BEGIN RECORDS FOR THE TASK
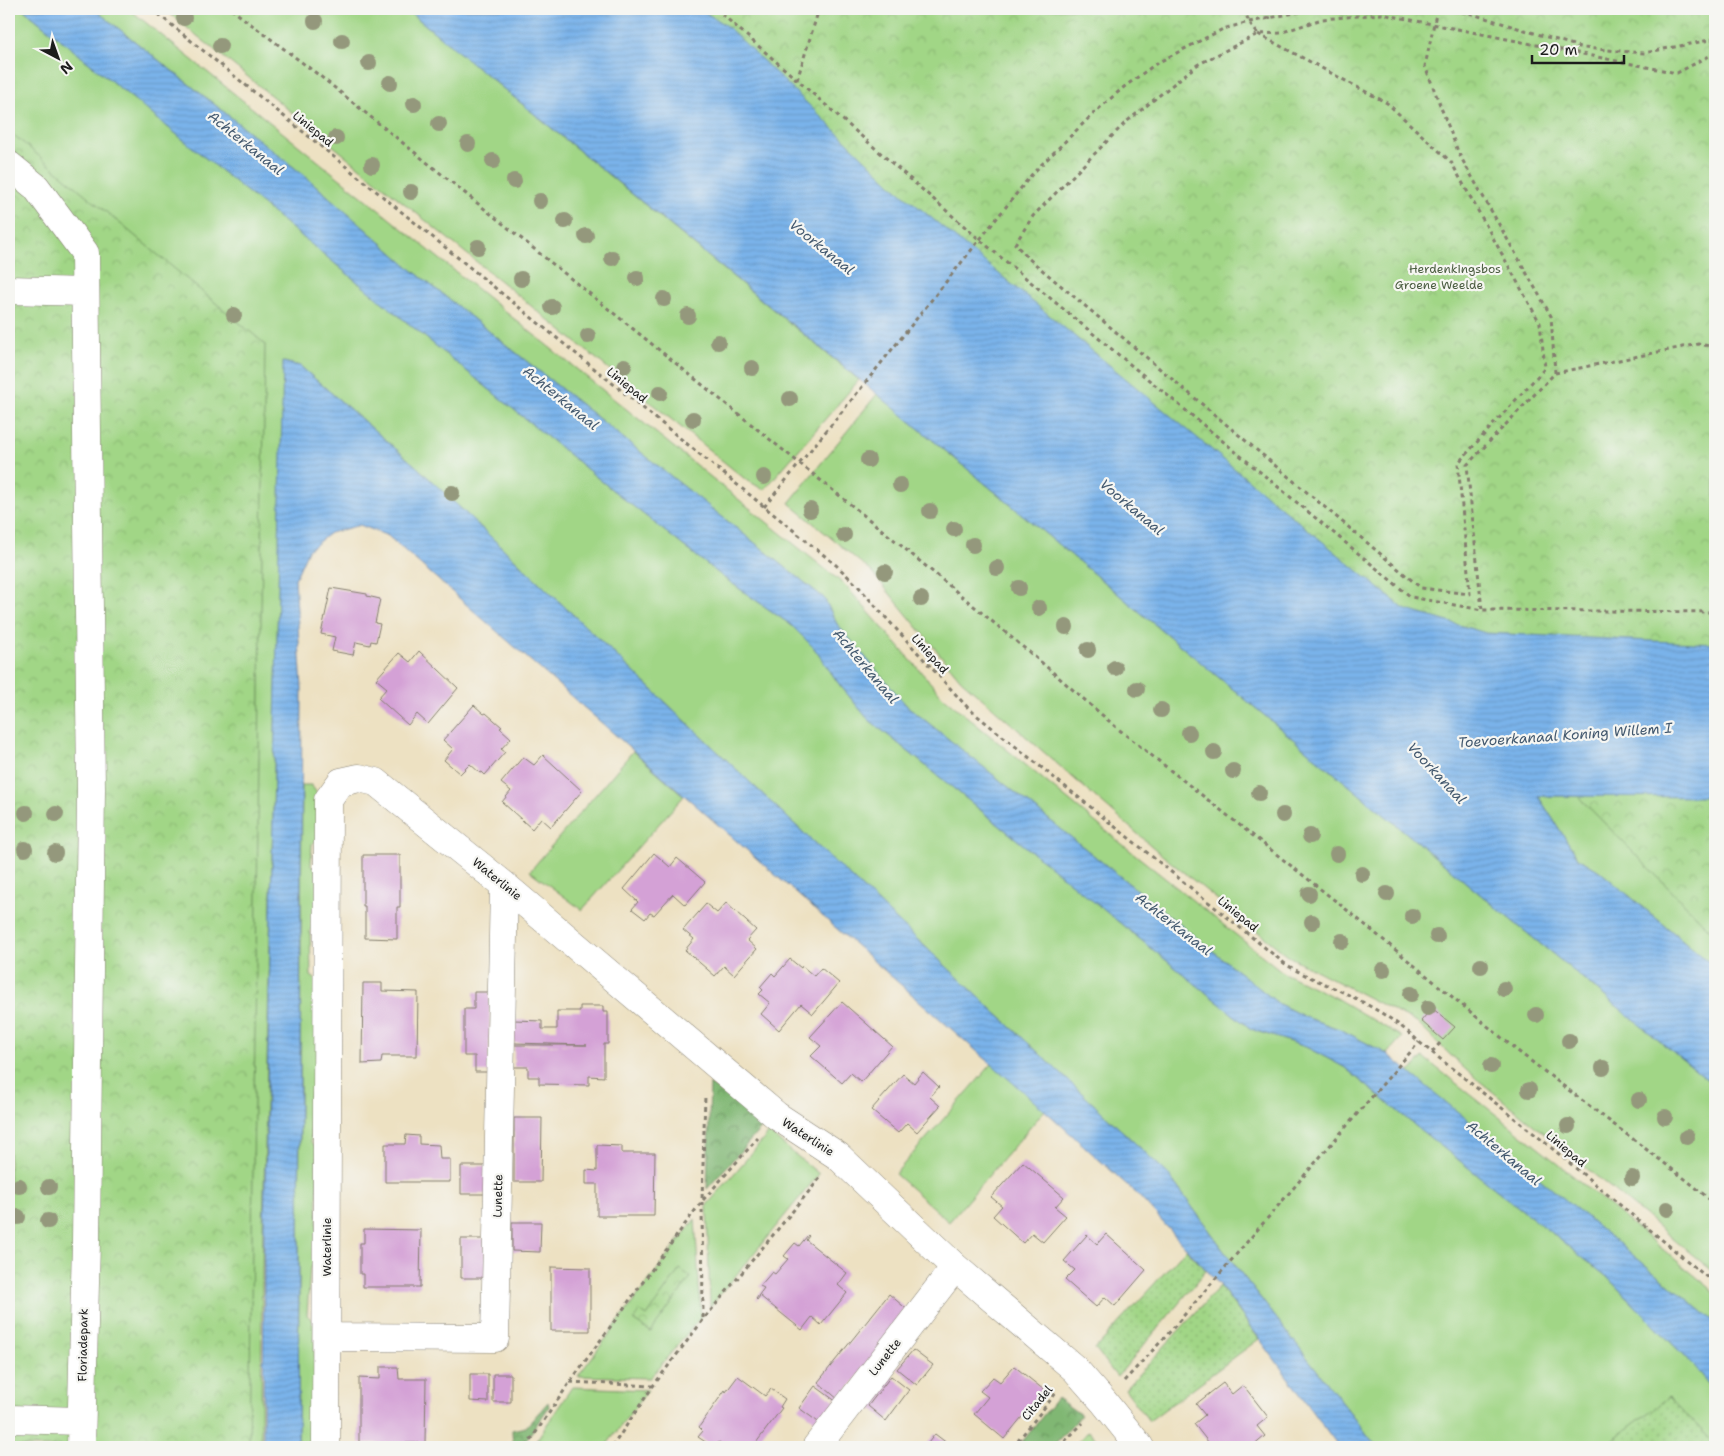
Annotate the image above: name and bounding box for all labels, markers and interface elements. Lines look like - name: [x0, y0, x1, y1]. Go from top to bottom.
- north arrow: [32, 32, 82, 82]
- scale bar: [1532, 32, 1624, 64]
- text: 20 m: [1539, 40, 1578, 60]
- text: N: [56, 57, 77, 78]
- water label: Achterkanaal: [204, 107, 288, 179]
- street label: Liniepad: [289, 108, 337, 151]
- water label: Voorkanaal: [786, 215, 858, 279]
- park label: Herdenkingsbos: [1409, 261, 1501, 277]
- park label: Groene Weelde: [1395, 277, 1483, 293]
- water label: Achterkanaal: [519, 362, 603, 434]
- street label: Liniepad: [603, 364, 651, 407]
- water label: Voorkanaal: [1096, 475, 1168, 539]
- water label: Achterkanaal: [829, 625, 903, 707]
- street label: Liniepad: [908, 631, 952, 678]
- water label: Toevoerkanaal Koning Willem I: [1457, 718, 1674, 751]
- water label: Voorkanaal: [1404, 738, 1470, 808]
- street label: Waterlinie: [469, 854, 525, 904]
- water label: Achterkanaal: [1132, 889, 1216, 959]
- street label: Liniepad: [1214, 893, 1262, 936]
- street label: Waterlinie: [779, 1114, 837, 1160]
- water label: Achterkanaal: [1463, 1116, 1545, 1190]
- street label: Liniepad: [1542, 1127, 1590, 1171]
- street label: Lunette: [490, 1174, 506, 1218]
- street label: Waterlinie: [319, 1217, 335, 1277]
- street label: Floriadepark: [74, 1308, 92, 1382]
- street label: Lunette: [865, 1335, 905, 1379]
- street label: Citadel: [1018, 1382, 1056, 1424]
END RECORDS FOR THE TASK
■ **EXERCISE GOAL**
Each line above that contains the word "Achterkanaal" must be copied.

■ **ANSWER BOX**
- water label: Achterkanaal: [204, 107, 288, 179]
- water label: Achterkanaal: [519, 362, 603, 434]
- water label: Achterkanaal: [829, 625, 903, 707]
- water label: Achterkanaal: [1132, 889, 1216, 959]
- water label: Achterkanaal: [1463, 1116, 1545, 1190]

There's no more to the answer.